• **Data for analysis**:
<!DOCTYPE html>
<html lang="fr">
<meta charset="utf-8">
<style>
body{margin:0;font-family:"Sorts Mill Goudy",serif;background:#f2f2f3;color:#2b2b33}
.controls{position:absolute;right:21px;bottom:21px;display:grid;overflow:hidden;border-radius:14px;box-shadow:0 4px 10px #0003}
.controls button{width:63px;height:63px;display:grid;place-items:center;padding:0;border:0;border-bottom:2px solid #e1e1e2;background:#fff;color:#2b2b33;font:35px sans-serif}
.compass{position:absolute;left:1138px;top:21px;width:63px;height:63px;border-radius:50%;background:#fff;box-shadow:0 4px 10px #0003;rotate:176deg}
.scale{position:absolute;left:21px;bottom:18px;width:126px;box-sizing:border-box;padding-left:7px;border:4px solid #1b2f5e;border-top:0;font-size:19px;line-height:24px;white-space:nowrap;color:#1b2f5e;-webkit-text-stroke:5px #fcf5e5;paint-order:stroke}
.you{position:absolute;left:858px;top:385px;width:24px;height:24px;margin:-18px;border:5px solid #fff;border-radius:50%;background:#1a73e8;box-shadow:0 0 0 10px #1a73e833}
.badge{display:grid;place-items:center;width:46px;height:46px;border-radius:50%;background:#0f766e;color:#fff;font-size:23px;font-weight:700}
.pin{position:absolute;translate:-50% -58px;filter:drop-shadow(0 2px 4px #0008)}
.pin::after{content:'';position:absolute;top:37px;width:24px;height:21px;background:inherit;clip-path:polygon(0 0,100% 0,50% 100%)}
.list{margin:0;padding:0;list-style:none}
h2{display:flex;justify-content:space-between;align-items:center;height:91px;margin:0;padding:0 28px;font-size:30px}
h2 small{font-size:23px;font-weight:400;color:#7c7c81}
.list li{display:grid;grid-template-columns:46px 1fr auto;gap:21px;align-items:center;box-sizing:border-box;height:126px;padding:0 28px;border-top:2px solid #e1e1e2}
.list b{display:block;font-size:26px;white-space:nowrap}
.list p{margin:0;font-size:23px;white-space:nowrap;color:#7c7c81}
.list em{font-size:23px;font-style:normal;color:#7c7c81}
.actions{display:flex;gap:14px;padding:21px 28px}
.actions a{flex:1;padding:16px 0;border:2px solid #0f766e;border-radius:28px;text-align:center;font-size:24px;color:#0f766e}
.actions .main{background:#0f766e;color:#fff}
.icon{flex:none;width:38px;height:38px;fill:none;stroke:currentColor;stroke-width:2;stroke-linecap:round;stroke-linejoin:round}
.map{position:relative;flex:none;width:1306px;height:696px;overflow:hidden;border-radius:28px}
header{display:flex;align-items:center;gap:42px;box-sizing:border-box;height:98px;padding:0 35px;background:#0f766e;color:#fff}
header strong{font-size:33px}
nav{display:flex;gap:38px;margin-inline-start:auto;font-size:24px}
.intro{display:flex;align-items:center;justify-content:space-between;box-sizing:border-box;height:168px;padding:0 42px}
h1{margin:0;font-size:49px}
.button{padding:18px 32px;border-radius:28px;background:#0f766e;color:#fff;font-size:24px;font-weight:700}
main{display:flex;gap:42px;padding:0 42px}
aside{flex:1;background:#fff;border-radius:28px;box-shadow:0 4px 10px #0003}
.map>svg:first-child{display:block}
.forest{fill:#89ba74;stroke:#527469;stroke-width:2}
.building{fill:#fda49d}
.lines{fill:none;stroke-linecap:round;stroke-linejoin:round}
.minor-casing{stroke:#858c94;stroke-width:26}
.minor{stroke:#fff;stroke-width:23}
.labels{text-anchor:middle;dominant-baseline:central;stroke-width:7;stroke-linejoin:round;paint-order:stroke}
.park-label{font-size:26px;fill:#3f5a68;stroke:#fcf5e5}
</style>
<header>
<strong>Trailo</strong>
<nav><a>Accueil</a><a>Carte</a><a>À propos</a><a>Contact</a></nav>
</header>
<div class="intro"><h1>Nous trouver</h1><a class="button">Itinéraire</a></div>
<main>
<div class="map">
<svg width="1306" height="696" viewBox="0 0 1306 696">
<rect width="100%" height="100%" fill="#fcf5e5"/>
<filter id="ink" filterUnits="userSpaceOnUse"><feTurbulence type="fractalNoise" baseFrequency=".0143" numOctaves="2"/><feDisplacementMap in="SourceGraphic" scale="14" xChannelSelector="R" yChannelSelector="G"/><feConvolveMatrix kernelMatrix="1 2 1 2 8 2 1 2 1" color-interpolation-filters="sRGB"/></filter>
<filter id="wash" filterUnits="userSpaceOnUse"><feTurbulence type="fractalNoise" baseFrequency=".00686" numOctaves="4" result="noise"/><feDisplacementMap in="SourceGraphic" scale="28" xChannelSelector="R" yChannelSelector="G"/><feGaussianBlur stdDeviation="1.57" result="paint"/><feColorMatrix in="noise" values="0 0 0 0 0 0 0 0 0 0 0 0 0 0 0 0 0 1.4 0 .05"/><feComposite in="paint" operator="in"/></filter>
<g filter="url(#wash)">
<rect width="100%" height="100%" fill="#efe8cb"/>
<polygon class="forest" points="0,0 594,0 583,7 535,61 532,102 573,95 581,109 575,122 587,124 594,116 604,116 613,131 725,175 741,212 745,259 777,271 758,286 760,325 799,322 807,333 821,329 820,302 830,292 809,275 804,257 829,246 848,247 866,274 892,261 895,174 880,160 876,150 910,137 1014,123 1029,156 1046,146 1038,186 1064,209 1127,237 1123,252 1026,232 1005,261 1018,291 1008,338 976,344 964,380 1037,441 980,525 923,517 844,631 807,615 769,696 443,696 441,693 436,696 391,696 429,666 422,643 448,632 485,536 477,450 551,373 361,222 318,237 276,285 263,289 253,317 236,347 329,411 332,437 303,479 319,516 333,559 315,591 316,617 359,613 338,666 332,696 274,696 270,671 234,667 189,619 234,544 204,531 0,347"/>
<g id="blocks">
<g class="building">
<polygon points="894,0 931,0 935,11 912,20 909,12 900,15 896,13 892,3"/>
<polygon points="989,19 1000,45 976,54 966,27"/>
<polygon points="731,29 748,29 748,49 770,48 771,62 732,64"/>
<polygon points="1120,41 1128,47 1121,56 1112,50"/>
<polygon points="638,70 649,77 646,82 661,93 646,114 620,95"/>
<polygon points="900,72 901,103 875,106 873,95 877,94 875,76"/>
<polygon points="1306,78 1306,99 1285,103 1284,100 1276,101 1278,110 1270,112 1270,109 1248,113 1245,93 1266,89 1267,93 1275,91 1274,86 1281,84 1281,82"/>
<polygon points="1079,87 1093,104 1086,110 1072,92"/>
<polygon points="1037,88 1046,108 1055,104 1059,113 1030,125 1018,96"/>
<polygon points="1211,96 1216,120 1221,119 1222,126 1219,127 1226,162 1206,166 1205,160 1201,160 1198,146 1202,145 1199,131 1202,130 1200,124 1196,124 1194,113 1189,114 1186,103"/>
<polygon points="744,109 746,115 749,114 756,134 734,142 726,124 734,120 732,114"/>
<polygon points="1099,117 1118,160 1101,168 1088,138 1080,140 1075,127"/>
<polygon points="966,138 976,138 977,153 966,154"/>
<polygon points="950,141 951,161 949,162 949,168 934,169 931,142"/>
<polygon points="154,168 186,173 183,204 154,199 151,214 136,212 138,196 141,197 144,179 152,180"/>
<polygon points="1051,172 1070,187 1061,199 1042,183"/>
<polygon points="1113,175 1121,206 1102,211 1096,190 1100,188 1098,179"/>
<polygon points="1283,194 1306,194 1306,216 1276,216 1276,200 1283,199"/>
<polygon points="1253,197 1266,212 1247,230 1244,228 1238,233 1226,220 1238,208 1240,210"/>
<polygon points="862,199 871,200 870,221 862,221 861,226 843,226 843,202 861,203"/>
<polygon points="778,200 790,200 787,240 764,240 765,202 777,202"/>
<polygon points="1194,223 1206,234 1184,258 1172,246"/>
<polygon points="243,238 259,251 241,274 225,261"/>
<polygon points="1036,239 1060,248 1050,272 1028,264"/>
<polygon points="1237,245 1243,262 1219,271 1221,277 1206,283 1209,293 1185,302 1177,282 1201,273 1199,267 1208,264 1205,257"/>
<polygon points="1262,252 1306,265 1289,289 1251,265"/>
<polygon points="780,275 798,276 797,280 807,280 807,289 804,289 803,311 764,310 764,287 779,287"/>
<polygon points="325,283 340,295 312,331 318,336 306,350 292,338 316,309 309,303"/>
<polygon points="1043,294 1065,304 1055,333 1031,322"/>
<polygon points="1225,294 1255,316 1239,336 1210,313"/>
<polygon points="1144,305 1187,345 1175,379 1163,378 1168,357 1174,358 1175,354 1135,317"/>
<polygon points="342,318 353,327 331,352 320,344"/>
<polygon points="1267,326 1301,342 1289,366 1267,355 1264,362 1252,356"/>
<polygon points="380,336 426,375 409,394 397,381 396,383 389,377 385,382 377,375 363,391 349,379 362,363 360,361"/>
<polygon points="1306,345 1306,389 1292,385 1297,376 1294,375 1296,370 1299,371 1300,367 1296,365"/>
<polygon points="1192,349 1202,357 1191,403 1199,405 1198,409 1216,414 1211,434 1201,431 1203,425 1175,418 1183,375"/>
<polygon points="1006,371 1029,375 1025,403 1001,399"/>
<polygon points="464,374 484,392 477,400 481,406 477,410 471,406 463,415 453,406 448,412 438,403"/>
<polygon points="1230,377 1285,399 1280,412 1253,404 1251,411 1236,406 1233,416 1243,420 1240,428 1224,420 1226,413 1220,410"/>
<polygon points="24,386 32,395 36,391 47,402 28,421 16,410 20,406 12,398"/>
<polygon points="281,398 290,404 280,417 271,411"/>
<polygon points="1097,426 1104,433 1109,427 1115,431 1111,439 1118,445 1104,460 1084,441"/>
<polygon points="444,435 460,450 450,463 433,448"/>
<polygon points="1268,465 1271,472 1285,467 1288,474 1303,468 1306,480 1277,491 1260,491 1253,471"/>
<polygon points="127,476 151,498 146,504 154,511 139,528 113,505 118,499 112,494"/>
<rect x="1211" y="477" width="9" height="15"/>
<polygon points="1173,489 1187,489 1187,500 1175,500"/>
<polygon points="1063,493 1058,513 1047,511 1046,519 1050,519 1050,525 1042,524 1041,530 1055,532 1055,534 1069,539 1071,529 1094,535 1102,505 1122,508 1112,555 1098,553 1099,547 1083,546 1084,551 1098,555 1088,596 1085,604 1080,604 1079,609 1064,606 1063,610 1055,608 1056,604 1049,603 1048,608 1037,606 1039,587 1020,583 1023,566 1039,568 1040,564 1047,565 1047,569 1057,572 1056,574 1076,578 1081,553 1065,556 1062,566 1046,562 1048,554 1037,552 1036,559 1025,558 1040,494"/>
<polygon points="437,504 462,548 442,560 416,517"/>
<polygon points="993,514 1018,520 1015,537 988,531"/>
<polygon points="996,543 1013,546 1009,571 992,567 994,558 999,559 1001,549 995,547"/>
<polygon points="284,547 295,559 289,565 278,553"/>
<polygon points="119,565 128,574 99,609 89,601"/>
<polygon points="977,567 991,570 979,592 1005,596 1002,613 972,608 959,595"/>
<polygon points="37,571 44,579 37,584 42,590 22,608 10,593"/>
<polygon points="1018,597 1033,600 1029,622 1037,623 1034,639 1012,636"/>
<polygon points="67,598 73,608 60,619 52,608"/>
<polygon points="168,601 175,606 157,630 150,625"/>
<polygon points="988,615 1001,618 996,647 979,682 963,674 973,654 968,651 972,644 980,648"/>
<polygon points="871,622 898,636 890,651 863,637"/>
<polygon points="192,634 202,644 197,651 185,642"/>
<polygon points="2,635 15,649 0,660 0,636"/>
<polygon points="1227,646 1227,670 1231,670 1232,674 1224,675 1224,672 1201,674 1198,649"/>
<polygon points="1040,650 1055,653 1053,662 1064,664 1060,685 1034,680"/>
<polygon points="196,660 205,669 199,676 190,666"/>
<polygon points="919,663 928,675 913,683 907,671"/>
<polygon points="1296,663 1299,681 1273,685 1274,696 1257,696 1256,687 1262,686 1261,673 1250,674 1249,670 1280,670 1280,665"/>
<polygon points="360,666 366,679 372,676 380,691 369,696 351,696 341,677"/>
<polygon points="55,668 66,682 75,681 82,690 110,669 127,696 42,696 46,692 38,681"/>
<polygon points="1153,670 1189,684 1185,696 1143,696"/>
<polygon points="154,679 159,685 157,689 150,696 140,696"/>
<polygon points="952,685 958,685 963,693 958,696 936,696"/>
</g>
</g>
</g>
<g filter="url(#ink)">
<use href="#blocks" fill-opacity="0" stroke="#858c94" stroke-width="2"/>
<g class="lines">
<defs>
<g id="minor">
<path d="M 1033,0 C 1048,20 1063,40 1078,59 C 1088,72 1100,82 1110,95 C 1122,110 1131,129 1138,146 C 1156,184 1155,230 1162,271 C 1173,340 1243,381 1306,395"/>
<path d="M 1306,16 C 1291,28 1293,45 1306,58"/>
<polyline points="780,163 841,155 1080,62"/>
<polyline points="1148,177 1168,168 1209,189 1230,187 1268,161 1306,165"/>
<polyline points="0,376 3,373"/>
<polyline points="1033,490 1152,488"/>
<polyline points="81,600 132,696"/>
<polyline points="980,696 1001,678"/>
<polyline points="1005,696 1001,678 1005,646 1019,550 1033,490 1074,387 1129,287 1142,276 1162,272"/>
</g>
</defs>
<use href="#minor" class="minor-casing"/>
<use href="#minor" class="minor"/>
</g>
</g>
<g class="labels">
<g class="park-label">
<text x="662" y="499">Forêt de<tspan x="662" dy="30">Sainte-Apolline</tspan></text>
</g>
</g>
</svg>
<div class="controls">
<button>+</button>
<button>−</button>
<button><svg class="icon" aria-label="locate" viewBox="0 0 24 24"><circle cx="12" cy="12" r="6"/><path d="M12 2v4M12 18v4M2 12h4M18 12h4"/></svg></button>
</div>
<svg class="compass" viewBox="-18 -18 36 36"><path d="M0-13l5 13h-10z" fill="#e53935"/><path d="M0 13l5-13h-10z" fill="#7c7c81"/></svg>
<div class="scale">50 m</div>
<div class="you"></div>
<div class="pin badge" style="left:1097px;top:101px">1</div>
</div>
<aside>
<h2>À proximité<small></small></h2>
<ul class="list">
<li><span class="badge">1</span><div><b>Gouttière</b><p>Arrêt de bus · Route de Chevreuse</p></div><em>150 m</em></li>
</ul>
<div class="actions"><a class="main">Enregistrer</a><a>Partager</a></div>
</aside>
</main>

• **Task statement**: State how many lines in the preceding material contain the word "userSpaceOnUse", and give nothing else.

• **Output**: 2